Perché decide di chiamare? Per un aspetto troppo spesso sottovalutato: è in posizione.

“Decido di chiamare con 6-high senza fold equity perché se ha mani come J-10s e il river è un brick, lui non può più continuare a puntare. A quel punto, di fronte al suo check, potrei andare all-in e bluffarlo con un’ottima percentuale di successo”.

Partypoker Millions Jason Koon

Jason Koon

Il river magico e il retroscena

Al river il piatto è di 1.5 milioni. L’ultima carta comune è un 4  che consegna a Koon il nuts. Qui Koon si discosta dall’analisi tecnica e svela una curiosità.

“Al river centro il nuts, ma non lo so perché decido di non guardare quell’ultima carta ma il mio avversario. Osservo Tsang finché non fa action. Speravo di cogliere qualche tell ma lui è molto esperto live, non dà tell”.

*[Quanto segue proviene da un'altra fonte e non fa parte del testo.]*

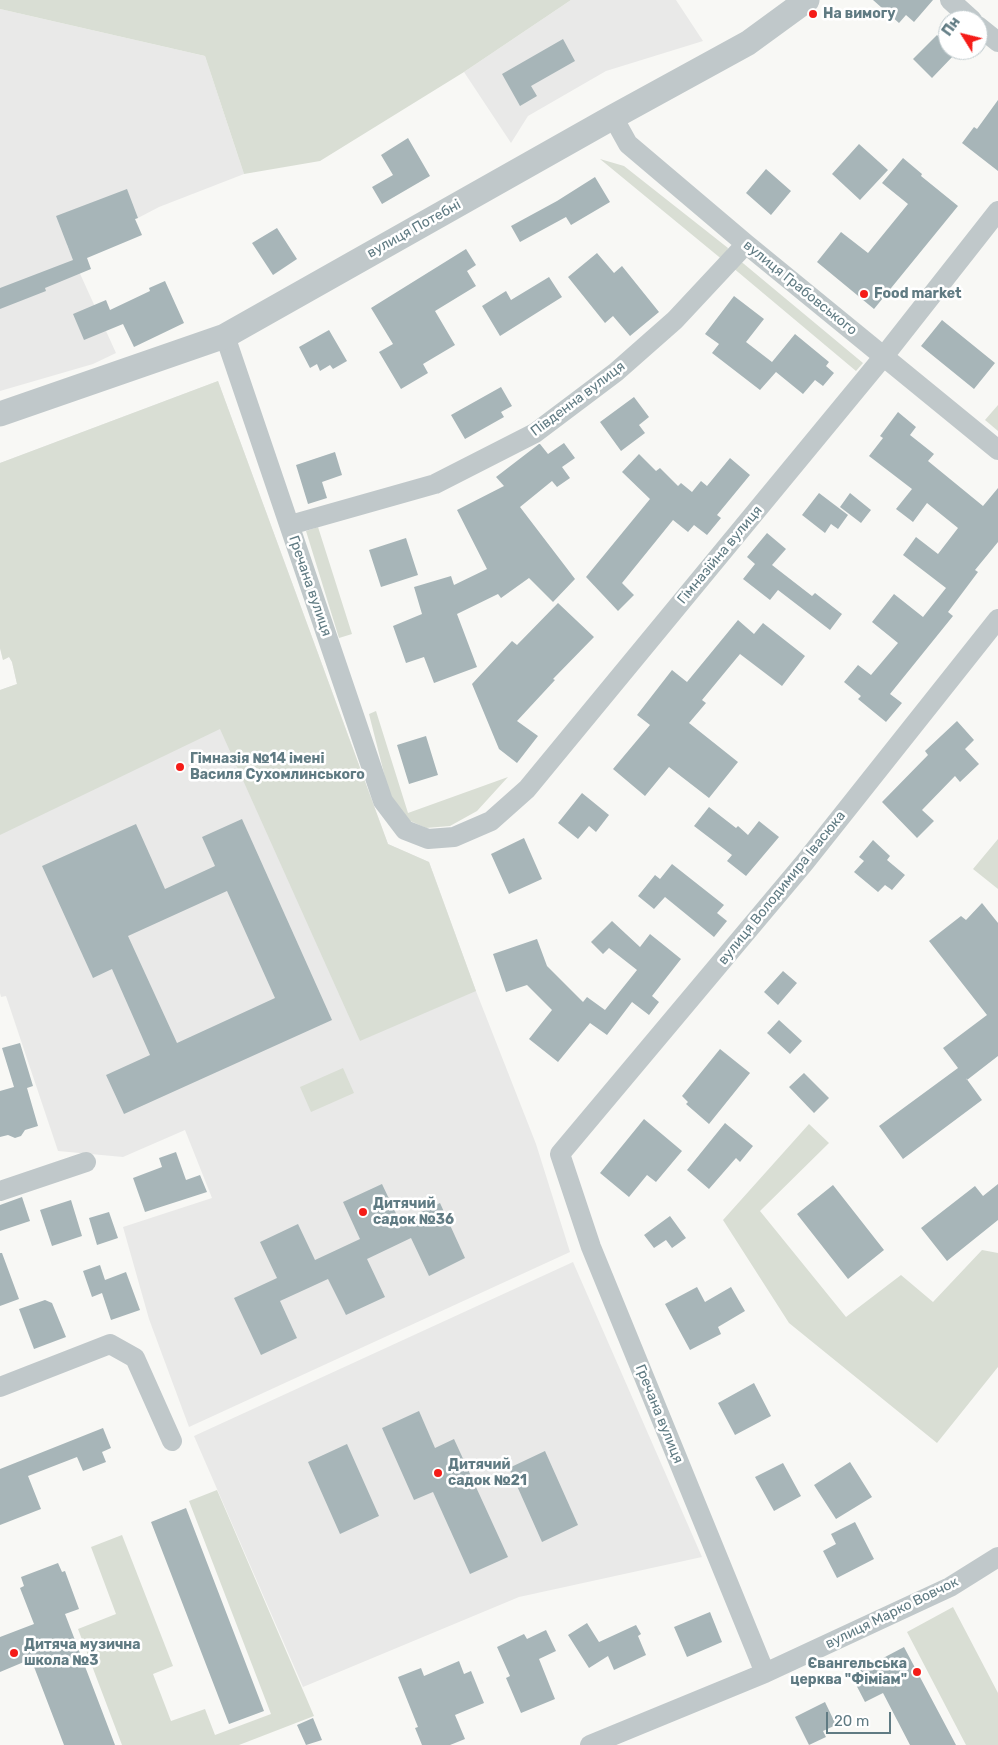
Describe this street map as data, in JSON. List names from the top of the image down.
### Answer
{
  "streets": {
    "street": [
      "вулиця Потебні",
      "вулиця Грабовського",
      "Південна вулиця",
      "Гімназійна вулиця",
      "Гречана вулиця",
      "вулиця Володимира Івасюка",
      "вулиця Марко Вовчок"
    ]
  },
  "crossings": [
    ["вулиця Потебні", "вулиця Грабовського"],
    ["вулиця Потебні", "Гречана вулиця"],
    ["вулиця Грабовського", "Південна вулиця"],
    ["вулиця Грабовського", "Гімназійна вулиця"],
    ["Південна вулиця", "Гречана вулиця"],
    ["Гімназійна вулиця", "Гречана вулиця"],
    ["Гречана вулиця", "вулиця Володимира Івасюка"],
    ["Гречана вулиця", "вулиця Марко Вовчок"]
  ],
  "places": [
    "На вимогу",
    "Food market",
    "Гімназія №14 імені Василя Сухомлинського",
    "Дитячий садок №36",
    "Дитячий садок №21",
    "Дитяча музична школа №3",
    "Євангельська церква \"Фіміам\""
  ],
  "scale_bar": "20 m",
  "north": "top left"
}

Quando Tsang checka, Koon guarda il board e scopre di avere il nuts assoluto. E qui, nonostante sia un professionista da dieci anni, non riesce a essere impassibile come vorrebbe.

“Quando ho visto quella carta al river, considerando la cifra che c’era in mezzo… sono un essere umano, mi sono emozionato, lo ammetto. Conosco persone davvero capaci di non avere emozioni in questo caso. Sono i miei mentori, io non sono ancora al loro livello”.

Elton pensa a lungo se andare all-in in bluff, ma alla fine decide di fare check. Koon non può fare altro che andare all-in per 574k rimanenti. In questo modo porta il pot a quota 2.1 milioni, il più alto mai visto in tv fino a quel momento. Koon va all-in e il suo avversario folda.

“Elton fa check, io vado all-in e lui folda. È un fold importante secondo me perché ci sono molte combo che batte a questo punto, considerando il brick al river. Io inoltre vado all-in per un terzo del pot, il suo call è profittevole se vince anche solo un quarto delle volte. Non sono solito mostrare le mia carte ma in quel caso, complice l’emozione, gli ho mostrato il 5. Però poi gli ho subito detto che avevo il nuts!”